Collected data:

......

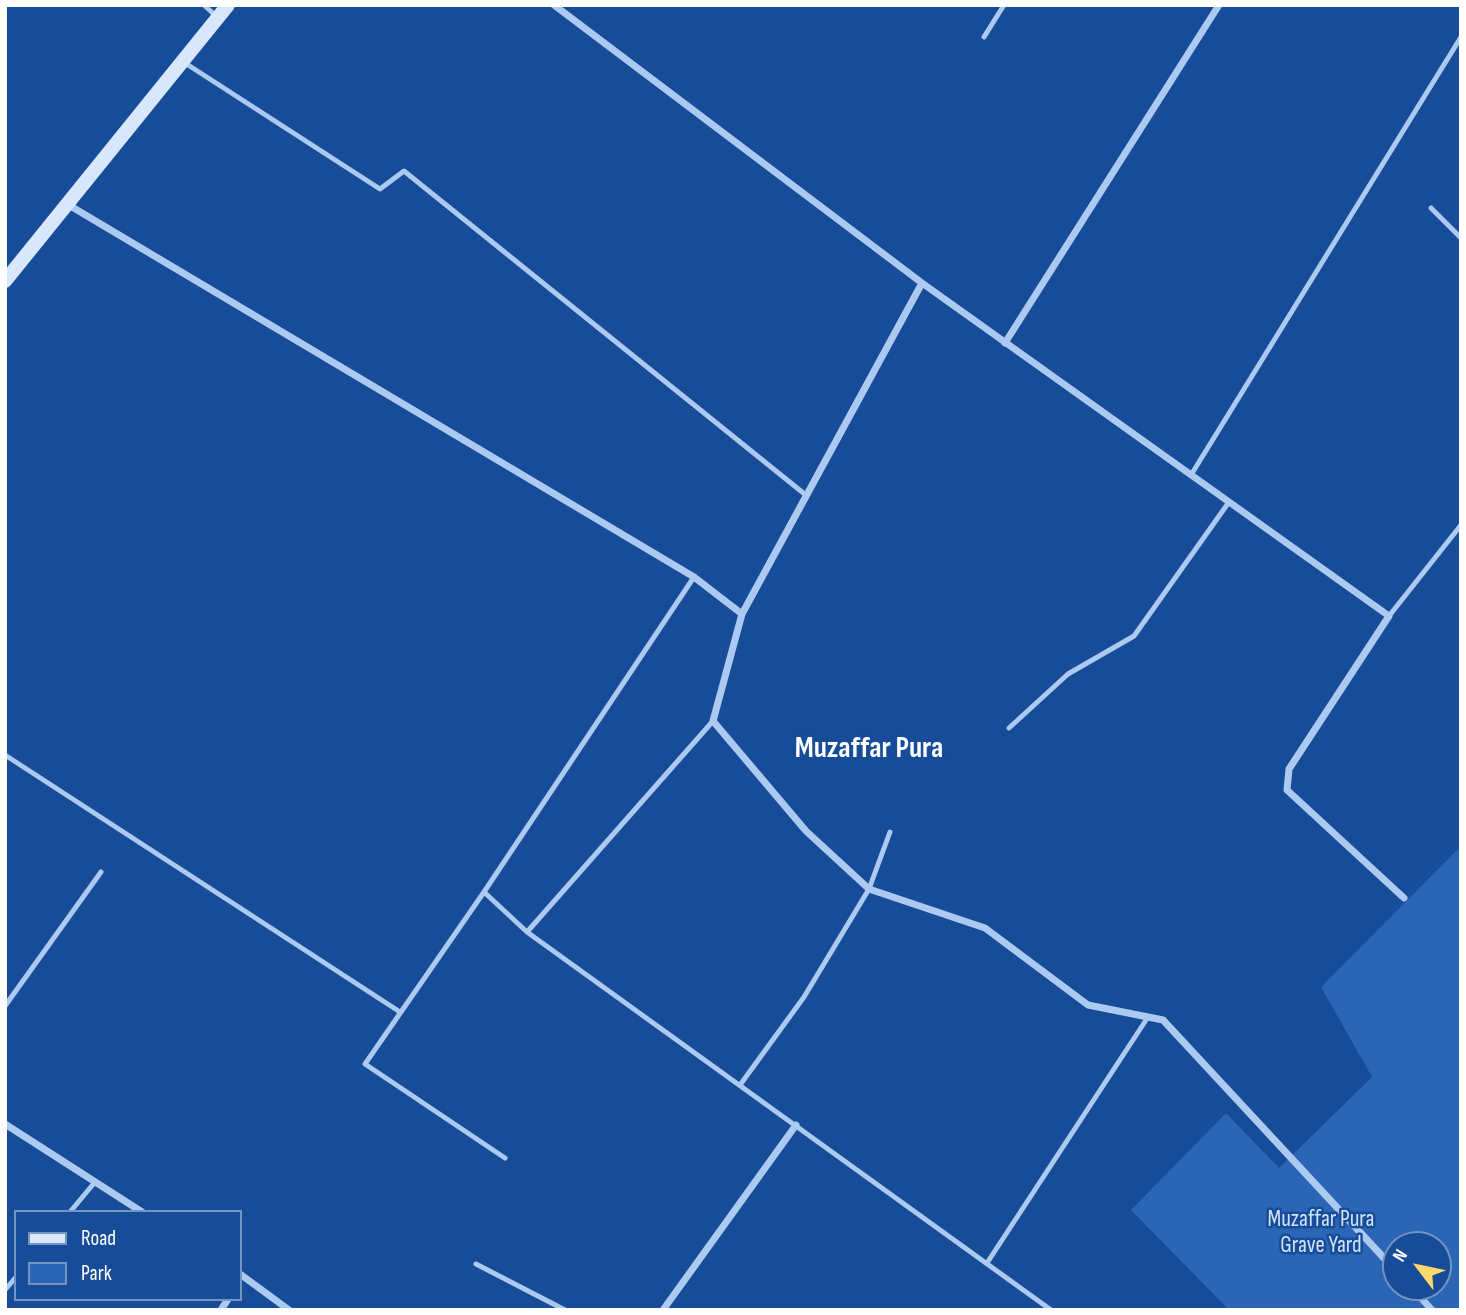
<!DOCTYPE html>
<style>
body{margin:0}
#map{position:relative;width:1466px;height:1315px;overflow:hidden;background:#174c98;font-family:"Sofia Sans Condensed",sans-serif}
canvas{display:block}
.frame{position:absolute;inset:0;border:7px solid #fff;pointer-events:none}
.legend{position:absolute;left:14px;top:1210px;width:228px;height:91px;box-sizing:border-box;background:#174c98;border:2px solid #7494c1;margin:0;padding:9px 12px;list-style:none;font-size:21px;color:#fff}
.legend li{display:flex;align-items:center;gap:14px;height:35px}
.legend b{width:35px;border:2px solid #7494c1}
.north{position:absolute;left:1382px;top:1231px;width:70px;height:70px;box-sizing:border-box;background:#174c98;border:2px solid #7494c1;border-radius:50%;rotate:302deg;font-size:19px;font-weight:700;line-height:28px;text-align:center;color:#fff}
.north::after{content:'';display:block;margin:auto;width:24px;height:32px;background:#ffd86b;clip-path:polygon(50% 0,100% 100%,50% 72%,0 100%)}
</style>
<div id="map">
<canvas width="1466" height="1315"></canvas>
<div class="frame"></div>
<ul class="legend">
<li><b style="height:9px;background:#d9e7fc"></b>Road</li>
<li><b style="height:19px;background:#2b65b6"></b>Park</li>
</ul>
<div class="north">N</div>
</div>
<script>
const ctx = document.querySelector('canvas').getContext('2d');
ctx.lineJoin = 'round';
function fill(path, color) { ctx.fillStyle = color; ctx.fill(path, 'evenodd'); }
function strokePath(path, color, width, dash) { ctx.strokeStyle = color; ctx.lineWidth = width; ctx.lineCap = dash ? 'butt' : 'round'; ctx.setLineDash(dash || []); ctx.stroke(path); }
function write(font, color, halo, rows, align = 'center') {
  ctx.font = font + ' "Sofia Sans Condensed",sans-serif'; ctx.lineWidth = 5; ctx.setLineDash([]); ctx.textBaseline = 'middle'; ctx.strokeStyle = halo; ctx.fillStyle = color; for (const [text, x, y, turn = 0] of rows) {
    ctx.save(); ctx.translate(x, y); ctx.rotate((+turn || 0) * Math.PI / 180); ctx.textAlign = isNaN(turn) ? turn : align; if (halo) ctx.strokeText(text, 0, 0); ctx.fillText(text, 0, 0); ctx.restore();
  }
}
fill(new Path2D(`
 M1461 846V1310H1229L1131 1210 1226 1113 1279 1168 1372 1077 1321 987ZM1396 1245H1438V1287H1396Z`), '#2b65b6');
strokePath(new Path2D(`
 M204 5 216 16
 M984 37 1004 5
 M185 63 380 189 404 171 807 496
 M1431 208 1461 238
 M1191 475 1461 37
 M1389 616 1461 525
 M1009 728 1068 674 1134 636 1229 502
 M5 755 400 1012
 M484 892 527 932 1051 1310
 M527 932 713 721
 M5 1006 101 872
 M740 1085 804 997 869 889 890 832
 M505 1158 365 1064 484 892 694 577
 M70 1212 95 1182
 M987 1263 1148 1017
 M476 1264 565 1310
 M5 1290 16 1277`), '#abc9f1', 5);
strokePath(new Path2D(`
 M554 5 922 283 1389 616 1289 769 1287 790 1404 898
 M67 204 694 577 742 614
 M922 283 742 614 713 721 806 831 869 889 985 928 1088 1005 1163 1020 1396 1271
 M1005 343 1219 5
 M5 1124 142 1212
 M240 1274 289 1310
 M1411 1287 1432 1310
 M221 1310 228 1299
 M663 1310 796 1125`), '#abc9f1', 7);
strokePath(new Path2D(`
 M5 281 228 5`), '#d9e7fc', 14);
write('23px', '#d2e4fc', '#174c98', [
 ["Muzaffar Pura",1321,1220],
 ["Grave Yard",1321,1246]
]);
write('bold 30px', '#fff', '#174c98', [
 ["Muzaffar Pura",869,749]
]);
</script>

......

Exercise: Within the records, filter for lines that contain the word "canvas" and show each one.

Written response:
canvas{display:block}
<canvas width="1466" height="1315"></canvas>
const ctx = document.querySelector('canvas').getContext('2d');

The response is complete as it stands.